[Start of Attachment]

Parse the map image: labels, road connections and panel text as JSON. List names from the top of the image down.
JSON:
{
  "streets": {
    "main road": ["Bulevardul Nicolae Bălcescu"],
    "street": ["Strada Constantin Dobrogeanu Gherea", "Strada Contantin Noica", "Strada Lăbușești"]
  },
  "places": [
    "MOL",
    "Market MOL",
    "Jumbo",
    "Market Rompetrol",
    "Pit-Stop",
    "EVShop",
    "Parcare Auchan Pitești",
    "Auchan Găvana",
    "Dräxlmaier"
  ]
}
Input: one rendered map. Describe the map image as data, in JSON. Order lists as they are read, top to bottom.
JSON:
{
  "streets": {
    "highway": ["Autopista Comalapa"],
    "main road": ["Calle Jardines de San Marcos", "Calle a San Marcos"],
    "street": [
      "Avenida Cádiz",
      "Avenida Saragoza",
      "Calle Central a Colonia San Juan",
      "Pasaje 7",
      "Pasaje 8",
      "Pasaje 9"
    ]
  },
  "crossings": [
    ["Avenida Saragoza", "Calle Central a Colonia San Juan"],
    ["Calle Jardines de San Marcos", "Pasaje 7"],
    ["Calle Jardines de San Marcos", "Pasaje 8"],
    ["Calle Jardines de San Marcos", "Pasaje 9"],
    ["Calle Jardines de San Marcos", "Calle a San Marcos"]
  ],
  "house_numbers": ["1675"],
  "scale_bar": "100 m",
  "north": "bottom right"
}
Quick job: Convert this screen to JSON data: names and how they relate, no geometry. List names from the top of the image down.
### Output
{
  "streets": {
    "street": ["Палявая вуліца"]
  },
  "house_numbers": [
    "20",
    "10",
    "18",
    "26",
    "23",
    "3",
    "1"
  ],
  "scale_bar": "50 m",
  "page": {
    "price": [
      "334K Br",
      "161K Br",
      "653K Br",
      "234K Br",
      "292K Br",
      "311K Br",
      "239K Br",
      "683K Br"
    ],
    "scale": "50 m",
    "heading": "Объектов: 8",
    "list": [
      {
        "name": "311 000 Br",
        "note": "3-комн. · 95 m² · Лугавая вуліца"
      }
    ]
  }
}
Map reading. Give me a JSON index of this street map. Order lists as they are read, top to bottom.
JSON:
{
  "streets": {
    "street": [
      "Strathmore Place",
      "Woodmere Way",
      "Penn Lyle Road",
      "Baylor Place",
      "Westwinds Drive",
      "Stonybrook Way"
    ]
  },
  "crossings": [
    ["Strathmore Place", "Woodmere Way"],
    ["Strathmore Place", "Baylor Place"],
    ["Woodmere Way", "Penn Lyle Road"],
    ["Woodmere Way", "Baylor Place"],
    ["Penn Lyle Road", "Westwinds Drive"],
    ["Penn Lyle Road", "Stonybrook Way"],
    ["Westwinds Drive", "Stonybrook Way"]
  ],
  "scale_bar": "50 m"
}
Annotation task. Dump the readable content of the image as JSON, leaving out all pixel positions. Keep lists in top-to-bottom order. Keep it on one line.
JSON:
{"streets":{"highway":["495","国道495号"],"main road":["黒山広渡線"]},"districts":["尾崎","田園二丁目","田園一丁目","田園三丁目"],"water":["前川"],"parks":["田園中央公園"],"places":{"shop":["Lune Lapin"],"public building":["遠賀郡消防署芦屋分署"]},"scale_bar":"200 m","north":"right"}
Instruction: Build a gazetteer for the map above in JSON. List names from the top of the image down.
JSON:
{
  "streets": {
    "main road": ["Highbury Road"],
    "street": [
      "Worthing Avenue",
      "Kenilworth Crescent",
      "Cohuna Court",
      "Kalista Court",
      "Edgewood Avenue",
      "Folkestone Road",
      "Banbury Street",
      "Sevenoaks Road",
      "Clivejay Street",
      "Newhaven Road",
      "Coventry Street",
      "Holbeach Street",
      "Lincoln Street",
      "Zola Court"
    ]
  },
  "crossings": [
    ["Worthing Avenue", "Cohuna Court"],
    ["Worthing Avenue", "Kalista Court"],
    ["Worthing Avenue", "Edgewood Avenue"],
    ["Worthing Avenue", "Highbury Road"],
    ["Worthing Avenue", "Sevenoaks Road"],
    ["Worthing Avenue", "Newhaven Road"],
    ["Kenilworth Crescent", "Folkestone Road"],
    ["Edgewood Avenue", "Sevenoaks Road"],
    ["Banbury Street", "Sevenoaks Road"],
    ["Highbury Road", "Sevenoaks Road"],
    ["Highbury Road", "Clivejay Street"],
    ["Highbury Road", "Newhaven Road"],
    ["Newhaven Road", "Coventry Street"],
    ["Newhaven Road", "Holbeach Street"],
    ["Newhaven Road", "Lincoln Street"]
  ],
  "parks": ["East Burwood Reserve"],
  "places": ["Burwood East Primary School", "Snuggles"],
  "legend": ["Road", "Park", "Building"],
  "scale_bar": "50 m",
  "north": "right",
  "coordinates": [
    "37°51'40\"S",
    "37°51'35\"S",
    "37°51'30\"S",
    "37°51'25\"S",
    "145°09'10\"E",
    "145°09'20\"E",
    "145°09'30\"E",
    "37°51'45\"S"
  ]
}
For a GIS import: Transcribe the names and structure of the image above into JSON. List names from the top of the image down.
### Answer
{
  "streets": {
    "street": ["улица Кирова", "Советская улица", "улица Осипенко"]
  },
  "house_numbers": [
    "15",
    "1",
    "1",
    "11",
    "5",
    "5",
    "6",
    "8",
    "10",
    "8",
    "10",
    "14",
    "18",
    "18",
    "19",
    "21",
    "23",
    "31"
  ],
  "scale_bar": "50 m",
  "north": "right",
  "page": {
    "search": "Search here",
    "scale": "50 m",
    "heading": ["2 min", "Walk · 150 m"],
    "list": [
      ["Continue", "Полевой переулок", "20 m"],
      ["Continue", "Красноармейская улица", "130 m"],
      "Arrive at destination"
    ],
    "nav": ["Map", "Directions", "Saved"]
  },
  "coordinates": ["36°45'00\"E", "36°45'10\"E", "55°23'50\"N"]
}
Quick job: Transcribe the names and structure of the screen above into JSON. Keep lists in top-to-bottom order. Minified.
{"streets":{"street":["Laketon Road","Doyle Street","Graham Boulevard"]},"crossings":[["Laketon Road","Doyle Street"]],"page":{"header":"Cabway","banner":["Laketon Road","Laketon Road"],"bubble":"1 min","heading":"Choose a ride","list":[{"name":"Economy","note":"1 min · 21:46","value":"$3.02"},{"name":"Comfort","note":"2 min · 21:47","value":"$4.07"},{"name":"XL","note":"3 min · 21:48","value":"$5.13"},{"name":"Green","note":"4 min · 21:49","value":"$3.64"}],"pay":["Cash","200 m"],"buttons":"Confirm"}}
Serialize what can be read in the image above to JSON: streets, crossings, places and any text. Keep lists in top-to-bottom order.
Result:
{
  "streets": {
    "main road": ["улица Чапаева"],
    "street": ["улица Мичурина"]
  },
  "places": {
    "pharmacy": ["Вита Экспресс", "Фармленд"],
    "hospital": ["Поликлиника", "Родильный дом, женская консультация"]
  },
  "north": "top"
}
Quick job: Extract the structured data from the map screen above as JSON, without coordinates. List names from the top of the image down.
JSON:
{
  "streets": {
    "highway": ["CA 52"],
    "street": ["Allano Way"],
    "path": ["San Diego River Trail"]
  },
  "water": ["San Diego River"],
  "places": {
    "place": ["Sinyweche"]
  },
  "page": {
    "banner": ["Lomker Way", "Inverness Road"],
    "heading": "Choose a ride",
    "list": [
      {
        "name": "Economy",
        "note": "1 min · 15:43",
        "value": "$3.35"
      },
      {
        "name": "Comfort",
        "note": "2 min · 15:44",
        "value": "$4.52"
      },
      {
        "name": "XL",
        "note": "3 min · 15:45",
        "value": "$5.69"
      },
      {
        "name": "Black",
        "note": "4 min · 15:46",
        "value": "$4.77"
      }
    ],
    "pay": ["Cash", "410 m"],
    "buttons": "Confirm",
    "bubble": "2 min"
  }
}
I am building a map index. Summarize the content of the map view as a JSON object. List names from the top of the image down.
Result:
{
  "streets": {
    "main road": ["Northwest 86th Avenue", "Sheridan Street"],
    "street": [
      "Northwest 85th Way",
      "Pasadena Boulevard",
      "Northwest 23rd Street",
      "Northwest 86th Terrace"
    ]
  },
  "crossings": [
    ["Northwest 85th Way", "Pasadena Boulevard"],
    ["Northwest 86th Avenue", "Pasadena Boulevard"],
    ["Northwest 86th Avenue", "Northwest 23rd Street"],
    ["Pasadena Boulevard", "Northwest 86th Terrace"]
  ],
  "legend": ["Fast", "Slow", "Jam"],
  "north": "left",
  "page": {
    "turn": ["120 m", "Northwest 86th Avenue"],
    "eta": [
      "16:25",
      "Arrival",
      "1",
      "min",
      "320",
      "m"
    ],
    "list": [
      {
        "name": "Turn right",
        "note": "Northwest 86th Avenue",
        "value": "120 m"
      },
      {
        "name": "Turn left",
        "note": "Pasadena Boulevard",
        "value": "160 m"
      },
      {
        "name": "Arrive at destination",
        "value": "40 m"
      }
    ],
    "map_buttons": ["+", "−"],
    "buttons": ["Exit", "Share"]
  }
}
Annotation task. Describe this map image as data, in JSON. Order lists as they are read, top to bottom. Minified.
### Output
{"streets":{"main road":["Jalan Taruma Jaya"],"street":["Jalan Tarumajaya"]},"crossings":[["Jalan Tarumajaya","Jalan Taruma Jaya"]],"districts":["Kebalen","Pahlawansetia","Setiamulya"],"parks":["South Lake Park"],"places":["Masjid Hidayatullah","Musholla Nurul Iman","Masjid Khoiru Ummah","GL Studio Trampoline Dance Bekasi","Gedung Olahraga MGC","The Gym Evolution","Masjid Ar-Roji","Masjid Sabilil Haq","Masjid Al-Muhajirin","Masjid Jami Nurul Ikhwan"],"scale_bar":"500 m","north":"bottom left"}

[End of Attachment]

When a line in the material above contains the word "task", copy that line out.

Annotation task. Dump the readable content of the image as JSON, leaving out all pixel positions. Keep lists in top-to-bottom order. Keep it on one line.
Annotation task. Describe this map image as data, in JSON. Order lists as they are read, top to bottom. Minified.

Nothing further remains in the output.